_ACTION ITEM_:
For the data below, give again exactly the lines from the one containing "display:flex; align-items:center; gap:24px;" through the one containing "display:block; font-size:49px; line-height:60px", both ends included, and no others.

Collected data
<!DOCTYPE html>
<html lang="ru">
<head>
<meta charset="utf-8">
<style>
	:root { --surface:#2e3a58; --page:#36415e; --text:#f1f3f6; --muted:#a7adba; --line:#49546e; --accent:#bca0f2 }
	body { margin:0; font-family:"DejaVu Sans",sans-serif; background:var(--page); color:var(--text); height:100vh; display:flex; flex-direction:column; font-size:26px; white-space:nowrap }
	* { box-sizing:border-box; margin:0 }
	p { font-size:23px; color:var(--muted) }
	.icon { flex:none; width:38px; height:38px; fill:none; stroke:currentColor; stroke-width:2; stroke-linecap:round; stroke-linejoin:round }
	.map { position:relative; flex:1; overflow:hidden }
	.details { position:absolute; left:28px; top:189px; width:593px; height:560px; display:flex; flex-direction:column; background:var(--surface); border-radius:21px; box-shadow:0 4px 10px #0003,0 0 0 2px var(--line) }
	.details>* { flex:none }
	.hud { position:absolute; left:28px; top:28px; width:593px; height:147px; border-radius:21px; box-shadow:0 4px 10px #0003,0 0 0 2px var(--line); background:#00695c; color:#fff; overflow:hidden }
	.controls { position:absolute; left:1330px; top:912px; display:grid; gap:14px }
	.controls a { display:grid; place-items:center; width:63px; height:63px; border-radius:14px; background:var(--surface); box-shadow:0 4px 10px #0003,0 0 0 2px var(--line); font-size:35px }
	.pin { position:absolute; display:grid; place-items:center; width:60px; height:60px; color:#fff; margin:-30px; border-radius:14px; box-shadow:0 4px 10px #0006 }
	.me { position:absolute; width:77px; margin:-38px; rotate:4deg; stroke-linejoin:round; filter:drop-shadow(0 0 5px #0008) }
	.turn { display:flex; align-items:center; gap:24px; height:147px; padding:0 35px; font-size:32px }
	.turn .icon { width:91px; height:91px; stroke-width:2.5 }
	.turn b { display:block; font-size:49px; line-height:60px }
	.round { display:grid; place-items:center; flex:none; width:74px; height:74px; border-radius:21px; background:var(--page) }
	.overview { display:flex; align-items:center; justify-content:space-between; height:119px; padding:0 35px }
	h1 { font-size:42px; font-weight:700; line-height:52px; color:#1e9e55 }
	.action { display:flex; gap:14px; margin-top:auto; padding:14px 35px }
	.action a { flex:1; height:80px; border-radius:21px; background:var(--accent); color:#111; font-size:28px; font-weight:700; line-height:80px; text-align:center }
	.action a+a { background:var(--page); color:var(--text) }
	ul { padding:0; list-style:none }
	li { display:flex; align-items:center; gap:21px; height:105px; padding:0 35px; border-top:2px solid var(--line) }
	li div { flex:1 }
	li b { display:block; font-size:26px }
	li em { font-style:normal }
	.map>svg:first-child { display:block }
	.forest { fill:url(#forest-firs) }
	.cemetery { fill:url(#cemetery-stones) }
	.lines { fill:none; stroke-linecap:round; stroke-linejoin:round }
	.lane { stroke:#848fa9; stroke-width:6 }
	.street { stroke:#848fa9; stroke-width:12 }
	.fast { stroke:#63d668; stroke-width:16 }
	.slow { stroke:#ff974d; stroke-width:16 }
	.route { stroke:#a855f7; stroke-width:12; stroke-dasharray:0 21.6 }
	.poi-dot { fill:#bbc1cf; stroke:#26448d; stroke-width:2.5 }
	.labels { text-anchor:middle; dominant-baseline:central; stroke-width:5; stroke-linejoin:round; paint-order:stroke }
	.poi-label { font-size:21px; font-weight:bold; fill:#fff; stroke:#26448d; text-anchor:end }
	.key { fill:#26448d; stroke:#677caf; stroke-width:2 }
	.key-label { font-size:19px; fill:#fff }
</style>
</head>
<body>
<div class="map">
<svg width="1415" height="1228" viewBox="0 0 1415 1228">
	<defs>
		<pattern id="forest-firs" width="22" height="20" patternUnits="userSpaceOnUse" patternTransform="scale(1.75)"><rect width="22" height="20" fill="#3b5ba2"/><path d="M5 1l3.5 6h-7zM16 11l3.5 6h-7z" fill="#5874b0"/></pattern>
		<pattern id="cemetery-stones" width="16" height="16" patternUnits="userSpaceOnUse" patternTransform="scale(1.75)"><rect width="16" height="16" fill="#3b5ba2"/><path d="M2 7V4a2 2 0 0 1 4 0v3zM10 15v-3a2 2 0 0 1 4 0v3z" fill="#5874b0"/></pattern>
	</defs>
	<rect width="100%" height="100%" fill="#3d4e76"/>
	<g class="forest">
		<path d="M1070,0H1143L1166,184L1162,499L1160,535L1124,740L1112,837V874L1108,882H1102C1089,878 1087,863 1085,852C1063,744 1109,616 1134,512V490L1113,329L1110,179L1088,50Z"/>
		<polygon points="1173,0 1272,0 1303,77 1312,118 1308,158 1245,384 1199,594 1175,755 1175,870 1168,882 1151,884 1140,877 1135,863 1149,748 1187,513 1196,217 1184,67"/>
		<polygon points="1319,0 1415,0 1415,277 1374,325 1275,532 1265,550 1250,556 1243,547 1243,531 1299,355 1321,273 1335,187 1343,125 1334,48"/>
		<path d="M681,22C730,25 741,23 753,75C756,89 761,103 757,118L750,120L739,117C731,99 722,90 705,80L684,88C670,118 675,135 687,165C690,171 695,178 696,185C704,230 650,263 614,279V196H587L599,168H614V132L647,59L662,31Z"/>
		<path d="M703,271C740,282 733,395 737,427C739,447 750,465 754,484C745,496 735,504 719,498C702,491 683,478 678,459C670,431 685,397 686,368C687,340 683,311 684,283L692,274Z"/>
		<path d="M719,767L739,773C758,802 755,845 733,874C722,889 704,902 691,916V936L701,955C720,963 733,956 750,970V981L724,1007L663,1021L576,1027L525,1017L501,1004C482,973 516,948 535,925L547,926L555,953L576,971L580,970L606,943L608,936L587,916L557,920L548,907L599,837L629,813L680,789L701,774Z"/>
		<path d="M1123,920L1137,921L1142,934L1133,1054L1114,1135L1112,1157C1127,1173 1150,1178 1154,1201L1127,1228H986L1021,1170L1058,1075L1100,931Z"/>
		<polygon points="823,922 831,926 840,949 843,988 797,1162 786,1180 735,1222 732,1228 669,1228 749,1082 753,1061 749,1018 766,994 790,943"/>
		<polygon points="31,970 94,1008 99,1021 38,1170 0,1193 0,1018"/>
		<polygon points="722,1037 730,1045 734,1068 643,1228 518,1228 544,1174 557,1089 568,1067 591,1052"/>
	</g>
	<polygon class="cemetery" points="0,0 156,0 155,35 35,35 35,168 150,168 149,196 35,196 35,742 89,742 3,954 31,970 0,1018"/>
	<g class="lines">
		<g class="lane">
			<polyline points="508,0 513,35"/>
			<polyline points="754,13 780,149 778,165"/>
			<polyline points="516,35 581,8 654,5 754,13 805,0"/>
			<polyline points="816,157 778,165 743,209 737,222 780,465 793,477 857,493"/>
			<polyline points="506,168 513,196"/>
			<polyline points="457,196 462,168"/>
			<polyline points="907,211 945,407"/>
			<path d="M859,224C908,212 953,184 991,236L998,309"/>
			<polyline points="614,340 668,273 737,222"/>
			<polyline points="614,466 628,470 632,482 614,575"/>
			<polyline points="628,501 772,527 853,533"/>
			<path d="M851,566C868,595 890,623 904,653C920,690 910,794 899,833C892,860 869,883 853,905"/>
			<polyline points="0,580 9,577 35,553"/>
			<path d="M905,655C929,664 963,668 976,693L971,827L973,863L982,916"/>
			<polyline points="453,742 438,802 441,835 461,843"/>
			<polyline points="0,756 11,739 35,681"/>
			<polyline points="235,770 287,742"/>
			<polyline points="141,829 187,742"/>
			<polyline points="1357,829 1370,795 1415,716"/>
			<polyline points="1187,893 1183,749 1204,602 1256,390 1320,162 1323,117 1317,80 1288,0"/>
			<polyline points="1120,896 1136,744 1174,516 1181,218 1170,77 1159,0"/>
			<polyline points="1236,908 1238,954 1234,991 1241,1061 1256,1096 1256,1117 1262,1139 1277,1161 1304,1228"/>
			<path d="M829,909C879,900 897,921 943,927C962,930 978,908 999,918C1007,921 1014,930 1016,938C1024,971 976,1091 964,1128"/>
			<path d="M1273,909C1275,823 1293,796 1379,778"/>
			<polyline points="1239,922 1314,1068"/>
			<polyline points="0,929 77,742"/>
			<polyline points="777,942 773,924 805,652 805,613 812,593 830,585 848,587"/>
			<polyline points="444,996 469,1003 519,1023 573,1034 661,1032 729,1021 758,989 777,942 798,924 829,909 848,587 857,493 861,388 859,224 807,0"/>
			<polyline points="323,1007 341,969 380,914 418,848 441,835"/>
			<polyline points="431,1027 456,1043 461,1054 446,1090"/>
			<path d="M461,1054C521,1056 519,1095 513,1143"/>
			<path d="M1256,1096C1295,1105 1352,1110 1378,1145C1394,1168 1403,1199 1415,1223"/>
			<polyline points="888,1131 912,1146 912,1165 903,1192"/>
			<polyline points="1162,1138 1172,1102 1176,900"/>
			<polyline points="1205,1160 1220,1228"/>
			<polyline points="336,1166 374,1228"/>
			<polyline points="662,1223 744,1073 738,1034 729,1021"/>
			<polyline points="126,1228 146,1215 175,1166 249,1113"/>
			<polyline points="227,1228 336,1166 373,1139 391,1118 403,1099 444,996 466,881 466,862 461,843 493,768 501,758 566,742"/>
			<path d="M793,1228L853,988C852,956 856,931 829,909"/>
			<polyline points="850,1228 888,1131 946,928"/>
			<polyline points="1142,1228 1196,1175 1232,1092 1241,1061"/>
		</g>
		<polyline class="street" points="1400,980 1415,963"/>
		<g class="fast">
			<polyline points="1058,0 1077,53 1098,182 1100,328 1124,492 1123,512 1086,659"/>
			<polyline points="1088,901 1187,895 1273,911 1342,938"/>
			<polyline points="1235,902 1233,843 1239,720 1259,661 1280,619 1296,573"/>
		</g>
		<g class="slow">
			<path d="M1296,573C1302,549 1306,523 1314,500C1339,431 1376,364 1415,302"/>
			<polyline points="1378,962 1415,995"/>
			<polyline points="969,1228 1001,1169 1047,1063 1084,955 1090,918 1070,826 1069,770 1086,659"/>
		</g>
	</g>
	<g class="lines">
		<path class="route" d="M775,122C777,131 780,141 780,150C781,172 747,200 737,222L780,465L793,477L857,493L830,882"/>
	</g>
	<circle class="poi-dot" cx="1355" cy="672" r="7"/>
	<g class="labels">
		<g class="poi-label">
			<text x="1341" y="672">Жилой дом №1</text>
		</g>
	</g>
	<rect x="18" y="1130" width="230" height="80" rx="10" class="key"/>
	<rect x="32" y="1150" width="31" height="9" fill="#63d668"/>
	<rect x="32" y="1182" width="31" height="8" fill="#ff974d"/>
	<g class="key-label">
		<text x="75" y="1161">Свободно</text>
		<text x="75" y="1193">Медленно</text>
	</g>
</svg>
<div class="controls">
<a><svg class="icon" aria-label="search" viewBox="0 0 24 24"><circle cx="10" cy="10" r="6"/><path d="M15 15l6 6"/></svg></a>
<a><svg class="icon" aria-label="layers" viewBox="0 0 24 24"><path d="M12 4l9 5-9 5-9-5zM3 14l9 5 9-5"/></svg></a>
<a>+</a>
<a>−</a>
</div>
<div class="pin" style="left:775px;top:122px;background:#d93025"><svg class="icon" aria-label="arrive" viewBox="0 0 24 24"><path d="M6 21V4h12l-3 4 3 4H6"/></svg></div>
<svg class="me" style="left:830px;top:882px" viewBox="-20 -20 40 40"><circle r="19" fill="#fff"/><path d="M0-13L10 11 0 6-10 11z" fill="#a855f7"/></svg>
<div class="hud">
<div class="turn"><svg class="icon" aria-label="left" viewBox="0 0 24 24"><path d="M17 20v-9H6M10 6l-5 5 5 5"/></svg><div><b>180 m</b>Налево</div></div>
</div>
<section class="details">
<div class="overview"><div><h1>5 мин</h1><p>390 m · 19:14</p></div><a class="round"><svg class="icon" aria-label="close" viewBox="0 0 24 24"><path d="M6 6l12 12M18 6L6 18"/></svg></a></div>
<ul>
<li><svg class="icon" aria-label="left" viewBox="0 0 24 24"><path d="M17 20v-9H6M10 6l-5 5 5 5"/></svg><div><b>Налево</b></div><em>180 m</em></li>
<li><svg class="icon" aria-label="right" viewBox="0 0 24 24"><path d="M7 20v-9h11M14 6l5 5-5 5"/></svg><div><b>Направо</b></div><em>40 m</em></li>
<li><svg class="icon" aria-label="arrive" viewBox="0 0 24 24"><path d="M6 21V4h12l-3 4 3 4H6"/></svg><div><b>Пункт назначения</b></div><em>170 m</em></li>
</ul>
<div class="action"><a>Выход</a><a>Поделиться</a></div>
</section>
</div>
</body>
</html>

_RESULT OF THE TASK_:
	.turn { display:flex; align-items:center; gap:24px; height:147px; padding:0 35px; font-size:32px }
	.turn .icon { width:91px; height:91px; stroke-width:2.5 }
	.turn b { display:block; font-size:49px; line-height:60px }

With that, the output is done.